「海軍戦争検討会議記録・太平洋戦争開戦の経緯」①

新名丈夫(しんみょうたけお)編「海軍戦争検討会議記録・太平洋戦争開戦の経緯」角川新書 を読み終えた。

先日垂水の街に出掛けた際NHKEテレNHK俳句」のテキストを買いに書店に寄ったところたまたま目について衝動的に買ってしまった。

一度蔵書を処分してから本は買わずに図書館で借りることに決めているが、私の長年の疑問「なぜ無謀な太平洋戦争を始めたのか」の答えに繋がりそうな気がしてまた禁を破ってしまった。

先ず編者の新名丈夫という名前に記憶があった。戦争中の昭和19年(1944)当時の東條英機首相の政策を「竹槍では戦えない」と痛烈に批判した記事を書いた新聞記者で、この記事のために陸軍に懲罰召集されたことで有名である。

元々この本は1976年に新名が所属した毎日新聞社から刊行されたものを新書化したもので、著名な海軍史研究家・戸髙一成(とだかかずしげ)氏が新書版のあとがきのなかでこの本・「海軍戦争検討会議」のことについて以下のように書かれている。

終戦時の海軍大臣・米内光政(よないみつまさ)は、公的な戦史編纂とは別に関係者による証言の収集と真摯な検討こそが必要であると考え、昭和20年12月22日から翌年1月22日にかけて、開戦に至った時期に重要な地位にあった人物による座談会を計画し計3回が実施された。

米内はこの記録資料の扱いについて「本当の歴史を残したい」と考えるところがありその副本一部を民間人・新名に託した。
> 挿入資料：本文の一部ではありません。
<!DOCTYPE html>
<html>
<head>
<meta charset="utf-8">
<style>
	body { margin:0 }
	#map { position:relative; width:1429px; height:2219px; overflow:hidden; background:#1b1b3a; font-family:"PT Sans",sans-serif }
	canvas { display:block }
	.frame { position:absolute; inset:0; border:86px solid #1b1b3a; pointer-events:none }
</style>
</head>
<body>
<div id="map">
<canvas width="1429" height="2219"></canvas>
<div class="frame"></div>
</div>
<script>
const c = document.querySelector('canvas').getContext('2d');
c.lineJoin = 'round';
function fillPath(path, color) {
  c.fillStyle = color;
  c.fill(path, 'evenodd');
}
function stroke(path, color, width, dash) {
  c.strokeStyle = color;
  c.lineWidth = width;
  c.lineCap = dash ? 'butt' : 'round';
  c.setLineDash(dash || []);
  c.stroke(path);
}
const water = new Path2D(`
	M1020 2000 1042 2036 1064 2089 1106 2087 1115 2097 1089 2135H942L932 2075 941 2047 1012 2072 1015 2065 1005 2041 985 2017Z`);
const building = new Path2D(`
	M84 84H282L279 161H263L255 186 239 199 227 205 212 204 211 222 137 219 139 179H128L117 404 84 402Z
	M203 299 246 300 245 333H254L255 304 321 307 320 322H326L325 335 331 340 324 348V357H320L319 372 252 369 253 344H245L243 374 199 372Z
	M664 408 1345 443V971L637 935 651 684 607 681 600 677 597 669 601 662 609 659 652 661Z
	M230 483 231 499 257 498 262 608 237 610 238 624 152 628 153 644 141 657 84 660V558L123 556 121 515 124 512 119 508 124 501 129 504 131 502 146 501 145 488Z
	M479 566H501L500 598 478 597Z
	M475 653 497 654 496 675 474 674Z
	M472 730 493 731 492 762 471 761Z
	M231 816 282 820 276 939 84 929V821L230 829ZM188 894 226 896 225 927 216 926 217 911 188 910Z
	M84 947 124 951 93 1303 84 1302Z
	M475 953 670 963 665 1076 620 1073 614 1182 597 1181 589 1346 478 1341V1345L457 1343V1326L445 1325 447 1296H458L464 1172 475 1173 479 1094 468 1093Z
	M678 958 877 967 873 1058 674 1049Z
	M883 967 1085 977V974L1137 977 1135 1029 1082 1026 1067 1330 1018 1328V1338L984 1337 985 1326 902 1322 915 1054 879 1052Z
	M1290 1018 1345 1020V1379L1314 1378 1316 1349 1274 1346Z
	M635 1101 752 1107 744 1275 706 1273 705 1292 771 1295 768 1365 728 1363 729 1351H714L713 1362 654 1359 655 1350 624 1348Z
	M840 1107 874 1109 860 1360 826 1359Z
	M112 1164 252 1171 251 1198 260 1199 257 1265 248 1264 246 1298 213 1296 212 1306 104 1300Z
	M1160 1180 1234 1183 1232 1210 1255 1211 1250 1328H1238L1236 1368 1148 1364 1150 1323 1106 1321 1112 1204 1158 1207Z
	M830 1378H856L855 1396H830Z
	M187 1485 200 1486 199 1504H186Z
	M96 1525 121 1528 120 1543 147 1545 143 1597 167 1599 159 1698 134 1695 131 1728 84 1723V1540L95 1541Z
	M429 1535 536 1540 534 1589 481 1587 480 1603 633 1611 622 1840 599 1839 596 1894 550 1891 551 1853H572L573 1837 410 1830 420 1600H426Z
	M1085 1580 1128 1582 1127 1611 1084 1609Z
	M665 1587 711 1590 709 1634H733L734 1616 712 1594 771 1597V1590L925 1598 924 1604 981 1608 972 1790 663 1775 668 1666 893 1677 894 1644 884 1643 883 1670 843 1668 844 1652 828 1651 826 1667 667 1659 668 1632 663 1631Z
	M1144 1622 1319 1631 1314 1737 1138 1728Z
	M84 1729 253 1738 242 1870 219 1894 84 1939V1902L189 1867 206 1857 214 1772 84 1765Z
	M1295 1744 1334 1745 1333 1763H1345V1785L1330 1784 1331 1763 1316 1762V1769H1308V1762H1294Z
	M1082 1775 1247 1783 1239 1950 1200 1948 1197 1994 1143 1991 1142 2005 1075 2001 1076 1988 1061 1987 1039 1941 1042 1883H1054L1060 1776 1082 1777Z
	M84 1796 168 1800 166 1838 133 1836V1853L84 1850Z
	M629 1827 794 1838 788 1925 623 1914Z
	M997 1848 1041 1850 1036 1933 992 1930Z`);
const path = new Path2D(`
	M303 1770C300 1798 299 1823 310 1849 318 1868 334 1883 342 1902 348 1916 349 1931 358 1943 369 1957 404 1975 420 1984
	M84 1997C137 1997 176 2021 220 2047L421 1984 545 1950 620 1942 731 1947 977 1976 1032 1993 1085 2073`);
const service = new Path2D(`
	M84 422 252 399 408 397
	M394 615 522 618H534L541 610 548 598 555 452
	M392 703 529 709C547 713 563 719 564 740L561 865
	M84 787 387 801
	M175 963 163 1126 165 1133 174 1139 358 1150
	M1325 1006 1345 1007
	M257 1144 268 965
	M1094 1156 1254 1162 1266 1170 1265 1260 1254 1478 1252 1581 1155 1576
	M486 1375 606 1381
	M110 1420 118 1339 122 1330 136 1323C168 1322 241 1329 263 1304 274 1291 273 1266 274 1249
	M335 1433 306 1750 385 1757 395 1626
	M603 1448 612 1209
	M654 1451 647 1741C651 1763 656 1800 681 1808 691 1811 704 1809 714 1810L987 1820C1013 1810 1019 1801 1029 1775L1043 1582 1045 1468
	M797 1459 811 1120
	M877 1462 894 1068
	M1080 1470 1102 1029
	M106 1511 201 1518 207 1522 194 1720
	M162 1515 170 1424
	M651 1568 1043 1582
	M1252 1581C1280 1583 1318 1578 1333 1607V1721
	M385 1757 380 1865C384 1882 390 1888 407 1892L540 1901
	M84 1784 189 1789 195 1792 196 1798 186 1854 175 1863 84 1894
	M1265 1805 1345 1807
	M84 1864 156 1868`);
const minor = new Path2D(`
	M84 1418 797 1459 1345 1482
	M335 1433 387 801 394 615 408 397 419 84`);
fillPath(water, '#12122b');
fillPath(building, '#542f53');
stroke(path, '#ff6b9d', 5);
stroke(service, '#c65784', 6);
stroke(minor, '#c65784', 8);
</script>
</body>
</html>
新名は主要な関係者がこの世を去ったことを見届けこの資料を公刊する。

また戸髙さんは前後の事情や、当時としても集めることが困難であると思わせる重要人物がこの会議に揃っていることなどから、この会議の発端が昭和天皇の求めであった可能性があると書かれている。

この会議のなかを見ていくとその中心人物は明らかに最後の海軍大将・井上成美で、以下の新名さんの文章がその人となりを表している。
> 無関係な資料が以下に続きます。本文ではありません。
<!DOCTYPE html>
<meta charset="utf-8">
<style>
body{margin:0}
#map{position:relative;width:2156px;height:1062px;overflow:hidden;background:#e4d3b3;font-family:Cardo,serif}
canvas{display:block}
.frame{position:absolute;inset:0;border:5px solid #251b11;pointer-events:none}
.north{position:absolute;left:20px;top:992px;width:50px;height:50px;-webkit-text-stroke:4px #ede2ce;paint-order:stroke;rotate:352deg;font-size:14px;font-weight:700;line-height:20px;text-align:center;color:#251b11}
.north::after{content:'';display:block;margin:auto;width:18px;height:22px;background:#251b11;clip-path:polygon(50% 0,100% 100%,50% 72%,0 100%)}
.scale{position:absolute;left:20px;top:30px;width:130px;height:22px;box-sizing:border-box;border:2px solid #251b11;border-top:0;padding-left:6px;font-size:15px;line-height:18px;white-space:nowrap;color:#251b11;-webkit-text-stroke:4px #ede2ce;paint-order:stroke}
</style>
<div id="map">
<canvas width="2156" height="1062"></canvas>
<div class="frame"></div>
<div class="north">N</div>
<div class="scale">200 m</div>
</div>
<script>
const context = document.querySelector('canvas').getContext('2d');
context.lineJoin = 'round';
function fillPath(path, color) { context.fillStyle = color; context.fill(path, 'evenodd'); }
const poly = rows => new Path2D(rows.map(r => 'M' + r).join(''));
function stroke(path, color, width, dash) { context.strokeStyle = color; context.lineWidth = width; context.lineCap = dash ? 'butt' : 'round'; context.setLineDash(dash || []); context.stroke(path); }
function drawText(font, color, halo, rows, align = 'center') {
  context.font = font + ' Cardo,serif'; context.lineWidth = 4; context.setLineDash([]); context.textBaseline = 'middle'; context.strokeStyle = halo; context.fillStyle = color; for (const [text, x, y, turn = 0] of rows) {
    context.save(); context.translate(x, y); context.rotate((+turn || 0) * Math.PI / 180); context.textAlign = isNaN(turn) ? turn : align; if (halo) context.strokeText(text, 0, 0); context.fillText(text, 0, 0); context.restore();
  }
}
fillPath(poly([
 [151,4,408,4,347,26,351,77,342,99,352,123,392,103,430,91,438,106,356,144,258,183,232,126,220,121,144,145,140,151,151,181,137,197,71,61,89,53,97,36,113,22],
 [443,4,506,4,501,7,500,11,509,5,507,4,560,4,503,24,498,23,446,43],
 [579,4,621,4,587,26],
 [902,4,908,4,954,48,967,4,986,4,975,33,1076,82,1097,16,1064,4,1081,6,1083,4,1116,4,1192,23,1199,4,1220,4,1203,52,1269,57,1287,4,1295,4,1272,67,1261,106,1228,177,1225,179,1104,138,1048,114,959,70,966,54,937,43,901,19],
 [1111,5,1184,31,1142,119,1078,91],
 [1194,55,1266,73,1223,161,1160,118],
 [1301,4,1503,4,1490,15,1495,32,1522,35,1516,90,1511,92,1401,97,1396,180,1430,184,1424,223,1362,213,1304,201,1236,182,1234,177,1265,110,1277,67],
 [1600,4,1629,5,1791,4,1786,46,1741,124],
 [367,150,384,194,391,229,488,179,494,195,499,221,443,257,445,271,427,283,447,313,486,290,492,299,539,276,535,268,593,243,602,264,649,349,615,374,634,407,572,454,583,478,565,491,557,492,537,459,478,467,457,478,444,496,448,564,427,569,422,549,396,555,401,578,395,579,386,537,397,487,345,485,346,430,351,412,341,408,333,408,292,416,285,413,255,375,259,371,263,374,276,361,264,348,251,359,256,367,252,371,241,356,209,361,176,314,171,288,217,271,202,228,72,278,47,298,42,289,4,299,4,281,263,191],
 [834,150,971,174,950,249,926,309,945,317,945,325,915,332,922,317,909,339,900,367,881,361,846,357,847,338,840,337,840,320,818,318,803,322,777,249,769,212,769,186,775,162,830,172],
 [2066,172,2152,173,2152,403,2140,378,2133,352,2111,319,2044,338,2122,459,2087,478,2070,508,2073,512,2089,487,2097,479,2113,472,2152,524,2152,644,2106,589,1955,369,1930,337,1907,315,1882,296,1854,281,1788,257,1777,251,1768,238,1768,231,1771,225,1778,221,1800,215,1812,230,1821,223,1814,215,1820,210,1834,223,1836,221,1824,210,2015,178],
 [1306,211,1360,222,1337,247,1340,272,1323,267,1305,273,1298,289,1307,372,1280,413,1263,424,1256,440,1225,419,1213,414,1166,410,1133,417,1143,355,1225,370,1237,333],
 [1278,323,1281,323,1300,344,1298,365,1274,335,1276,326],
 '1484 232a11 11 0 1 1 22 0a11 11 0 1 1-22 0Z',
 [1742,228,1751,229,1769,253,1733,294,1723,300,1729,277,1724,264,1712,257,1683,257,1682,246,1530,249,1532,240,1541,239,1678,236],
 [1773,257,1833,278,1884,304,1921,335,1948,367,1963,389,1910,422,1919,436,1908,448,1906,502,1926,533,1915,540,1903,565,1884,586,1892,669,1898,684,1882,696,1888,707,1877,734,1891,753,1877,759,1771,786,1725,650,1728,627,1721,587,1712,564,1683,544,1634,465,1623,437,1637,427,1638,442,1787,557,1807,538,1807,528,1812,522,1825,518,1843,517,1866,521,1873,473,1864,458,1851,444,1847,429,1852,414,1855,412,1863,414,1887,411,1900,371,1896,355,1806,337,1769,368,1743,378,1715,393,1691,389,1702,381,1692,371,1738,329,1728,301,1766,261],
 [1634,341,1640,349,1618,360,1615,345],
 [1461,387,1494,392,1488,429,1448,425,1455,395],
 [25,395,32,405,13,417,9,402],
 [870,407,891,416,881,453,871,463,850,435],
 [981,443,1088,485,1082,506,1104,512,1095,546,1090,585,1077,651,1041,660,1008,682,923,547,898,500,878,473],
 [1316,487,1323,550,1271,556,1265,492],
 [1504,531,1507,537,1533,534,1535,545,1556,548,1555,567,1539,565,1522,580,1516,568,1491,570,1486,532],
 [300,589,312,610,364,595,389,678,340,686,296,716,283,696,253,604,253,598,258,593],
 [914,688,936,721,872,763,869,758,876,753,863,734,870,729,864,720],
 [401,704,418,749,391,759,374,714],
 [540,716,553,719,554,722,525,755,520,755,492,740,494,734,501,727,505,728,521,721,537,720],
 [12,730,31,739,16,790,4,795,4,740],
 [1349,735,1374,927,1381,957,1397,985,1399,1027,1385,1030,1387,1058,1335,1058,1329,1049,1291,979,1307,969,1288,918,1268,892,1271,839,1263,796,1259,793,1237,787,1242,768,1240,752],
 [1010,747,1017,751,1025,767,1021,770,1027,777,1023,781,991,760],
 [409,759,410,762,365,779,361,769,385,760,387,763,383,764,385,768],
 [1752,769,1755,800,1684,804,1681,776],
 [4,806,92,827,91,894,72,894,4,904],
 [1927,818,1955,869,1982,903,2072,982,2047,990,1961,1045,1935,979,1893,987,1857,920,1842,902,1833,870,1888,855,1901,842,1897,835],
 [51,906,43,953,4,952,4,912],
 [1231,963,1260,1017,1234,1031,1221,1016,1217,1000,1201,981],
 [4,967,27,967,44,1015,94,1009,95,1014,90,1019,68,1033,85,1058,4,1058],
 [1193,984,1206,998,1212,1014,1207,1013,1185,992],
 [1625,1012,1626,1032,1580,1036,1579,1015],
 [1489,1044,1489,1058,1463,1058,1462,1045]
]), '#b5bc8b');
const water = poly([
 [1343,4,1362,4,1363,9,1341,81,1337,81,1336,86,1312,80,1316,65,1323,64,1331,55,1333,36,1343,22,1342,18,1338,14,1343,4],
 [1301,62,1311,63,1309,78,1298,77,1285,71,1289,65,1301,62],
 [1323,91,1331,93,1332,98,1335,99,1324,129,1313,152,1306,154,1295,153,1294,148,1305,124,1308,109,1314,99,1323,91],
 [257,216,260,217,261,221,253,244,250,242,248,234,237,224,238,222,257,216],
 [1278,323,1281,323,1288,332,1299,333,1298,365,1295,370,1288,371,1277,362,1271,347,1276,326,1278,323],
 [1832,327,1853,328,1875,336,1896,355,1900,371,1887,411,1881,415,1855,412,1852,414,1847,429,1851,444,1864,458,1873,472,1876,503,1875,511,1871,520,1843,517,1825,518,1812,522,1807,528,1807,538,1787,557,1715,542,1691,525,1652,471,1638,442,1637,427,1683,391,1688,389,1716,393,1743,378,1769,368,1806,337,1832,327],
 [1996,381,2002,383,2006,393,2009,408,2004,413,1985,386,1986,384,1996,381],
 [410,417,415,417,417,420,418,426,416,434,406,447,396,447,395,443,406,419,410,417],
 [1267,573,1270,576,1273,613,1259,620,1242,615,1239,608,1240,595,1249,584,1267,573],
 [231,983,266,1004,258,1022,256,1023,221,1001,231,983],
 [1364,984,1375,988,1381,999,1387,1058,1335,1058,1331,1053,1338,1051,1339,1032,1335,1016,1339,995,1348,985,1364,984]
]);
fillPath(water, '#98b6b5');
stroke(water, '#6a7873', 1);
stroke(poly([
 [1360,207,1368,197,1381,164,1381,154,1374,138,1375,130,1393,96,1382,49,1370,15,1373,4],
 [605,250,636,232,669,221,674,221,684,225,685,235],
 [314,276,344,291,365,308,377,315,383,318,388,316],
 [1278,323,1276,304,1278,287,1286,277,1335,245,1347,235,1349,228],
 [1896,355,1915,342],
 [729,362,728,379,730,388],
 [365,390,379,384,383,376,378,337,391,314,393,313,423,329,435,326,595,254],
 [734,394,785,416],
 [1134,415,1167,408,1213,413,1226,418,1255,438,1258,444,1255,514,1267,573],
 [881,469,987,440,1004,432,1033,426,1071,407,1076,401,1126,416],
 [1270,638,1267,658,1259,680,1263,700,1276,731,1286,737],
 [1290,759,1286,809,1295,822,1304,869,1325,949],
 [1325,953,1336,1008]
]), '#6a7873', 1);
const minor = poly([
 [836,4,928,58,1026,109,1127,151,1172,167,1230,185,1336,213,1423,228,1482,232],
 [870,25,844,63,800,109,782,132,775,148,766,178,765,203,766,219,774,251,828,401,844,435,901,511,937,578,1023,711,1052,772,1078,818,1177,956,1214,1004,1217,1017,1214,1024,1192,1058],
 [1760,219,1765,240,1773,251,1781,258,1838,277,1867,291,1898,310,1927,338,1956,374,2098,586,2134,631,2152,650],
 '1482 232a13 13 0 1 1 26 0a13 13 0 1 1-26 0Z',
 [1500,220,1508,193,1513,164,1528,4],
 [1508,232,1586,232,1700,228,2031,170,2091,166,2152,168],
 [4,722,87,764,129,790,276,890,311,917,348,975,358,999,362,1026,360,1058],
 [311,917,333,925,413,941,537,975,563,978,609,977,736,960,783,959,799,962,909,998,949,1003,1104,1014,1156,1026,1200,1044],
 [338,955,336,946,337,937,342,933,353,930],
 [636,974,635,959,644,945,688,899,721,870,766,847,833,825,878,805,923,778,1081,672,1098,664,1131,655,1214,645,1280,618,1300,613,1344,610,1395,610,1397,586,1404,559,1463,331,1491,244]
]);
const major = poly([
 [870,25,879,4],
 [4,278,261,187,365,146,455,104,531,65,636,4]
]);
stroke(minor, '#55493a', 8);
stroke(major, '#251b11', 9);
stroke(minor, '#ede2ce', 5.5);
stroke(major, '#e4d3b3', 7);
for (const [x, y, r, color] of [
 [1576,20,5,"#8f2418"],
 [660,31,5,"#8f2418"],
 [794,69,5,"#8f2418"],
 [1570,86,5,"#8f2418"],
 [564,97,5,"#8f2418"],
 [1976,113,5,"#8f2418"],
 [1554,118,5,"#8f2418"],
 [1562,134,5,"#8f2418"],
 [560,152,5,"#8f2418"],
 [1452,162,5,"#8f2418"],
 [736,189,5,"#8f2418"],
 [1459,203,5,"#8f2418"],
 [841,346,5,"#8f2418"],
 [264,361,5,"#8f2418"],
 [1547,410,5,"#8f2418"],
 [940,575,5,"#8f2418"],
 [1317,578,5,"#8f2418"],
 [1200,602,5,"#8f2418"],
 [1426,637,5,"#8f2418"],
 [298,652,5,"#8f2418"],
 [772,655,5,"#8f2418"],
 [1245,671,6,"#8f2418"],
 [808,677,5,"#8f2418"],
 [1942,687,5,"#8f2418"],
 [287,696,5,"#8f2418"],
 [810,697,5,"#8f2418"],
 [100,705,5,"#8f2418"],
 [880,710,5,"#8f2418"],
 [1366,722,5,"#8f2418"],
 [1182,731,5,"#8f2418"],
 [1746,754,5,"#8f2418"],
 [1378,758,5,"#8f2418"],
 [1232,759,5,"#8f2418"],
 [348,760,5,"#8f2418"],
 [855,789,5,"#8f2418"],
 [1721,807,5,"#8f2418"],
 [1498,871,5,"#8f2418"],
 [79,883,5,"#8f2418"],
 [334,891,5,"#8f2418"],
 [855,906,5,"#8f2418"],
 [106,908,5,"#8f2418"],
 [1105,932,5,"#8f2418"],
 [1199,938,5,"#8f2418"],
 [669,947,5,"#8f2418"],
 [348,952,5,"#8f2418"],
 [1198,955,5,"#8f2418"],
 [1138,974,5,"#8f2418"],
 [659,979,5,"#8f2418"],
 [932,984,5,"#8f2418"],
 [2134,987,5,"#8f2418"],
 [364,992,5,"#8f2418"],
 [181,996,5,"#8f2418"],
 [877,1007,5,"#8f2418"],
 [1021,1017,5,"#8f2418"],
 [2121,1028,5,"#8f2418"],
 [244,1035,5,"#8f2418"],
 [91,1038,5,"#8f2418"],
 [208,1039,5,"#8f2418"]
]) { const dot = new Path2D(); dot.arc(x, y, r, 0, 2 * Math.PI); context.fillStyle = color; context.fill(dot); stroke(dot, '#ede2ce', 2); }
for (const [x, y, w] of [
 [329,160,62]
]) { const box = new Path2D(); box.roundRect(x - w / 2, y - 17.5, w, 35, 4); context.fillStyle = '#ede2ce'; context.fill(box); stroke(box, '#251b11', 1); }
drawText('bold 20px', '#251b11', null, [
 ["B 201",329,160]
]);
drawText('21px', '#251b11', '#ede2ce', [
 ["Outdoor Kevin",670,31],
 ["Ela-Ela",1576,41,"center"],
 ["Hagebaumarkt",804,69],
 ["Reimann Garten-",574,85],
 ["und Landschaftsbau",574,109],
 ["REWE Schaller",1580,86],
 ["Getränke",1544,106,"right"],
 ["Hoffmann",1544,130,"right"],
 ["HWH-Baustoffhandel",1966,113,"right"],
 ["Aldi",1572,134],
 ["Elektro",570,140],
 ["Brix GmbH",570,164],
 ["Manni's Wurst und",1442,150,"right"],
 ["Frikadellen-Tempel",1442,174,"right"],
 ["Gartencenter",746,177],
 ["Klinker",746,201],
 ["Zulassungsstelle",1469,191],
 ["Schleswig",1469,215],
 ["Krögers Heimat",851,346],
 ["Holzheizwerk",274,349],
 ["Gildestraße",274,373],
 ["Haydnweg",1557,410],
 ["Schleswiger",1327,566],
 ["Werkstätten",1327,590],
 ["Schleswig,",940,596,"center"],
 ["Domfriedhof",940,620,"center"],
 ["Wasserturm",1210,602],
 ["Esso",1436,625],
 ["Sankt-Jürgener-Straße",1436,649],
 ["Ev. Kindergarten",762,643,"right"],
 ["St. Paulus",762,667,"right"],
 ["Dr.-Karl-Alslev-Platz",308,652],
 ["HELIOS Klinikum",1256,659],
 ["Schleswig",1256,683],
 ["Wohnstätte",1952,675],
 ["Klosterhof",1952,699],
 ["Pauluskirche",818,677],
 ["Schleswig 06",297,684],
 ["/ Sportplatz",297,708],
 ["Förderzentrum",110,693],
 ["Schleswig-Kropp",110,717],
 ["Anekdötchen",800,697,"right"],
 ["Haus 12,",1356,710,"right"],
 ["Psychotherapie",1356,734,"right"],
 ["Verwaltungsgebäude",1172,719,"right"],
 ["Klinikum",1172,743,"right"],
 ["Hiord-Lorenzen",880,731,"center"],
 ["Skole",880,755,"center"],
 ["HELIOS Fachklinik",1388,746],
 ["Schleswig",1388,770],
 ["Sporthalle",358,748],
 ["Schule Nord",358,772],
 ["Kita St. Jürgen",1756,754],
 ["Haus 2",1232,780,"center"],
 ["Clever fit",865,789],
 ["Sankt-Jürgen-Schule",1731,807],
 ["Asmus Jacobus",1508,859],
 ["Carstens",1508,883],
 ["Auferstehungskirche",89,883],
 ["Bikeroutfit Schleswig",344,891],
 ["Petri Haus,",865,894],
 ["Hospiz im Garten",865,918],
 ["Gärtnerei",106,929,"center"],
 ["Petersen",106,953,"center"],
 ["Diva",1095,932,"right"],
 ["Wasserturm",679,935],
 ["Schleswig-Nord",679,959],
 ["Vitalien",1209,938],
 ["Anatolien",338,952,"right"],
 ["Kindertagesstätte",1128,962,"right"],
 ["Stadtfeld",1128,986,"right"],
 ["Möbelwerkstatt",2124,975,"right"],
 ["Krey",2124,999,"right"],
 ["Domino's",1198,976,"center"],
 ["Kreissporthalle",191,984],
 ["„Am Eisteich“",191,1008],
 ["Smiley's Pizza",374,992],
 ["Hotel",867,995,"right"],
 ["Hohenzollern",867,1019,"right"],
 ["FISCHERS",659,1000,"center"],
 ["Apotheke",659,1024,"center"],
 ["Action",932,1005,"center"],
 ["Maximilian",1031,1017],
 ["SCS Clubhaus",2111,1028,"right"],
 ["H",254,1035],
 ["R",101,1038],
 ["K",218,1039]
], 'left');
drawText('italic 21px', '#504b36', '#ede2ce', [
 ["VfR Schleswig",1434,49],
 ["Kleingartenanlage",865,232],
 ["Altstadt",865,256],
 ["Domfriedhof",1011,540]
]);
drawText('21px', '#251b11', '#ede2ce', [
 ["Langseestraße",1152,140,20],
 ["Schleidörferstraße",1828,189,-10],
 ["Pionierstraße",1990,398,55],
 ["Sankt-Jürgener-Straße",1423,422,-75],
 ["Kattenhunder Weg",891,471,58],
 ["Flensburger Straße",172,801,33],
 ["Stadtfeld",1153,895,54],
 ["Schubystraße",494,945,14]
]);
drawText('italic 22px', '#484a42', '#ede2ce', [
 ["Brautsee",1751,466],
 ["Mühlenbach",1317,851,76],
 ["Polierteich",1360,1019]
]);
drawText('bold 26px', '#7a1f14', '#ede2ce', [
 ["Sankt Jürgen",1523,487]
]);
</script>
『大将こそは部内切っての反陸軍の闘将で、三国同盟に対しては、米内海相山本五十六次官、井上軍務局長のコンビで徹頭徹尾反対し暗殺のおどしをうけても屈しなかった。太平洋戦争にも反対、軍備の時代おくれをいい、大艦巨砲主義を排し、海軍の空軍化を主張した先駆者である。日米戦争で艦隊決戦はおこらず、基地争奪戦になることを予言した人、無類の硬骨漢であった』

前置きでつい力が入りすぎ字数が尽きてしまった。会議の要点は次回のブログにまわします。